START INFORMATION PROVIDED
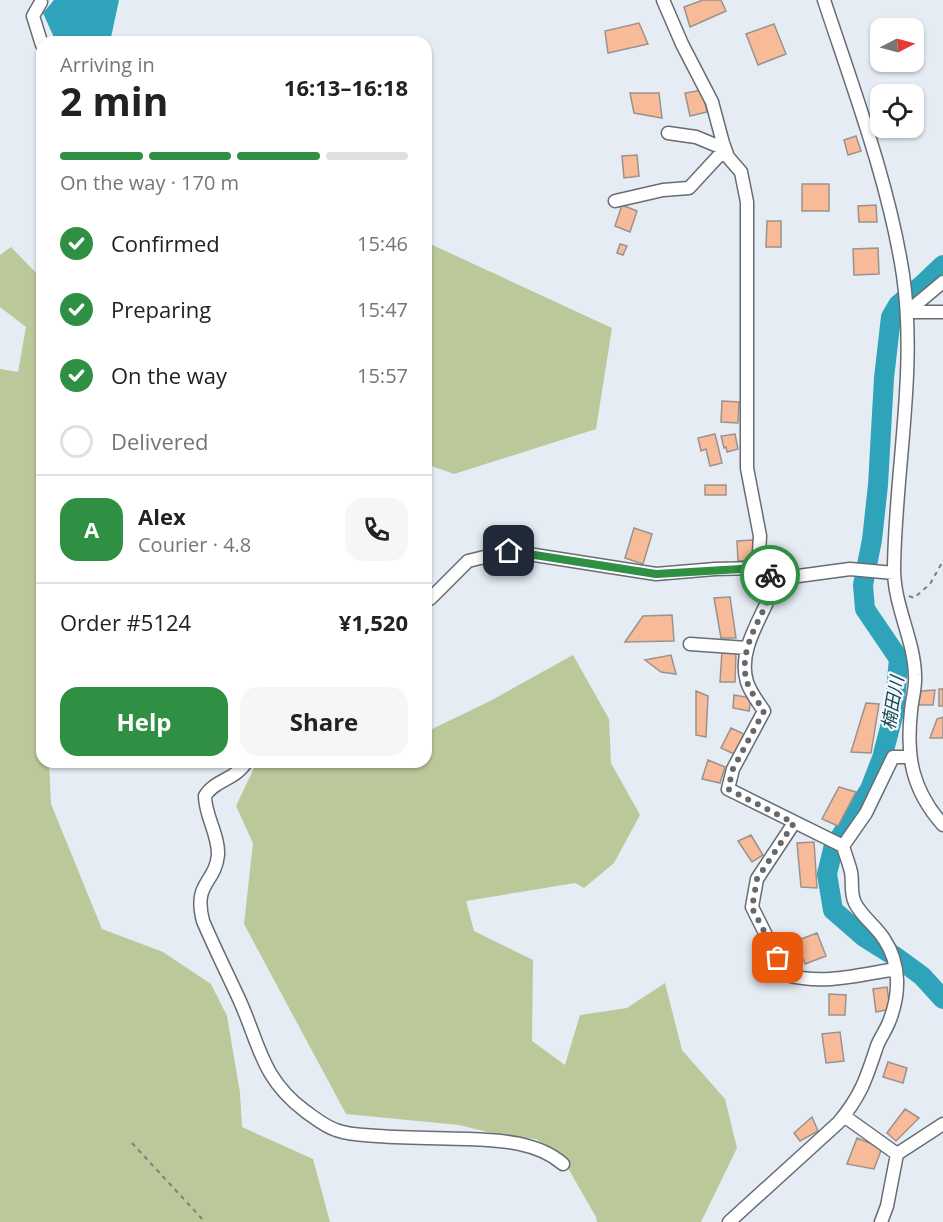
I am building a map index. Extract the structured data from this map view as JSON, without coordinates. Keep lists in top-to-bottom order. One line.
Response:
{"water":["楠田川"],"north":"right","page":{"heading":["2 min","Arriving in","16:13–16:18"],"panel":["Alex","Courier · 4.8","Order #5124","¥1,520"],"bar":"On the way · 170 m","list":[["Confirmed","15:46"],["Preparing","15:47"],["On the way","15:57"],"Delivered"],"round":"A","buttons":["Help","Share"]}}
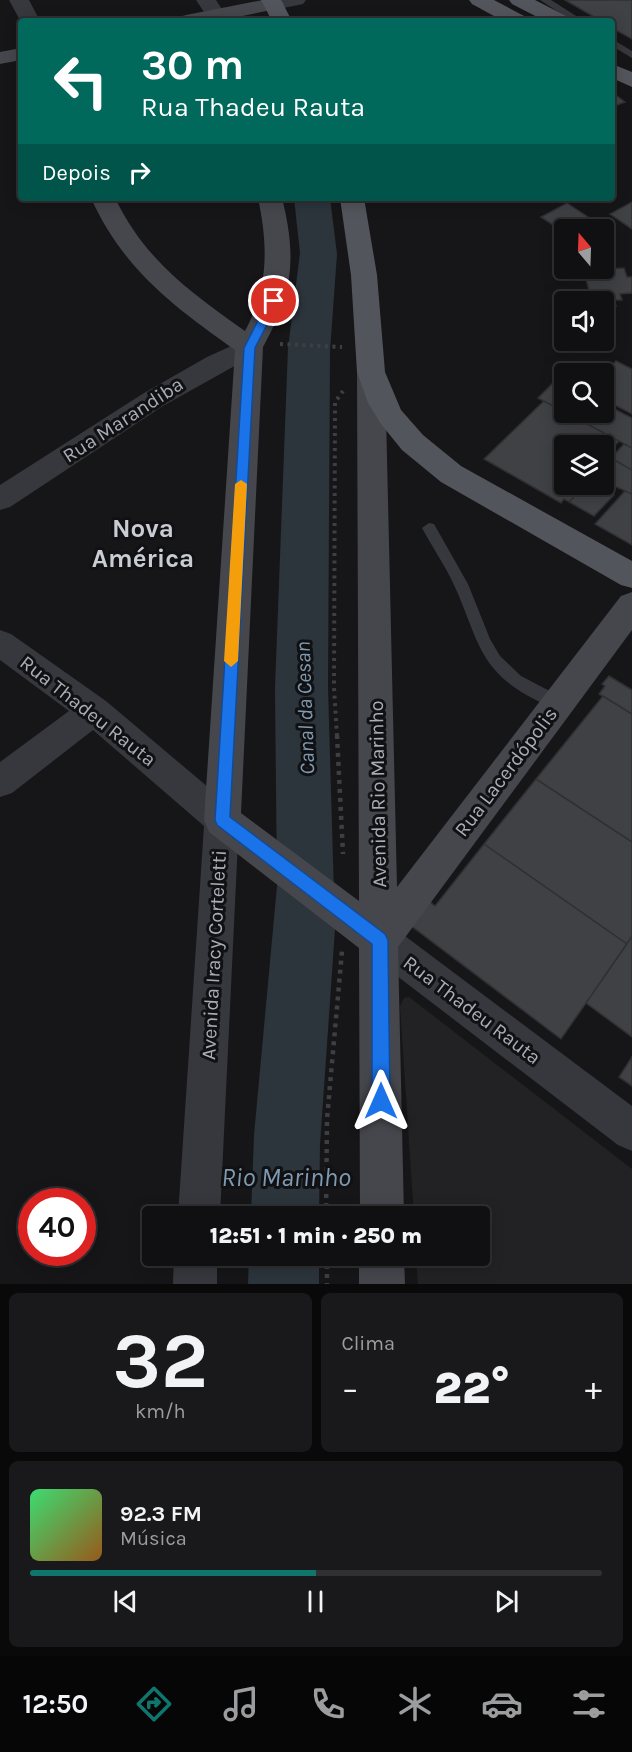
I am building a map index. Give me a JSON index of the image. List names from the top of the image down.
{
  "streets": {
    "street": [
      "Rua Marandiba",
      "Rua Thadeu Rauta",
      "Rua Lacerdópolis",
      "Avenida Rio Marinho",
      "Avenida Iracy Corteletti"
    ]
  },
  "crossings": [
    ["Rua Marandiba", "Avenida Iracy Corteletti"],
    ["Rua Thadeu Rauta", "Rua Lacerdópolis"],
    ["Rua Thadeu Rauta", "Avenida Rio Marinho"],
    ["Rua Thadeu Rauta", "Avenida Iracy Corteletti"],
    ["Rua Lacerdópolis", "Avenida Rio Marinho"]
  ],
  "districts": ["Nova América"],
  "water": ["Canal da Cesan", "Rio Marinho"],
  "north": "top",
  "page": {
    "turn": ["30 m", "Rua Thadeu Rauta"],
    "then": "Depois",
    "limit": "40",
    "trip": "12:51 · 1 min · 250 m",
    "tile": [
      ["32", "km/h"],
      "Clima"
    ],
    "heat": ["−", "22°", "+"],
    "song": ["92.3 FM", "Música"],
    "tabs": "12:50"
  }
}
END INFORMATION PROVIDED
Please copy the data shown above, line by line and exactly, omitting the images.

I am building a map index. Extract the structured data from this map view as JSON, without coordinates. Keep lists in top-to-bottom order. One line.
Response:
{"water":["楠田川"],"north":"right","page":{"heading":["2 min","Arriving in","16:13–16:18"],"panel":["Alex","Courier · 4.8","Order #5124","¥1,520"],"bar":"On the way · 170 m","list":[["Confirmed","15:46"],["Preparing","15:47"],["On the way","15:57"],"Delivered"],"round":"A","buttons":["Help","Share"]}}
I am building a map index. Give me a JSON index of the image. List names from the top of the image down.
{
  "streets": {
    "street": [
      "Rua Marandiba",
      "Rua Thadeu Rauta",
      "Rua Lacerdópolis",
      "Avenida Rio Marinho",
      "Avenida Iracy Corteletti"
    ]
  },
  "crossings": [
    ["Rua Marandiba", "Avenida Iracy Corteletti"],
    ["Rua Thadeu Rauta", "Rua Lacerdópolis"],
    ["Rua Thadeu Rauta", "Avenida Rio Marinho"],
    ["Rua Thadeu Rauta", "Avenida Iracy Corteletti"],
    ["Rua Lacerdópolis", "Avenida Rio Marinho"]
  ],
  "districts": ["Nova América"],
  "water": ["Canal da Cesan", "Rio Marinho"],
  "north": "top",
  "page": {
    "turn": ["30 m", "Rua Thadeu Rauta"],
    "then": "Depois",
    "limit": "40",
    "trip": "12:51 · 1 min · 250 m",
    "tile": [
      ["32", "km/h"],
      "Clima"
    ],
    "heat": ["−", "22°", "+"],
    "song": ["92.3 FM", "Música"],
    "tabs": "12:50"
  }
}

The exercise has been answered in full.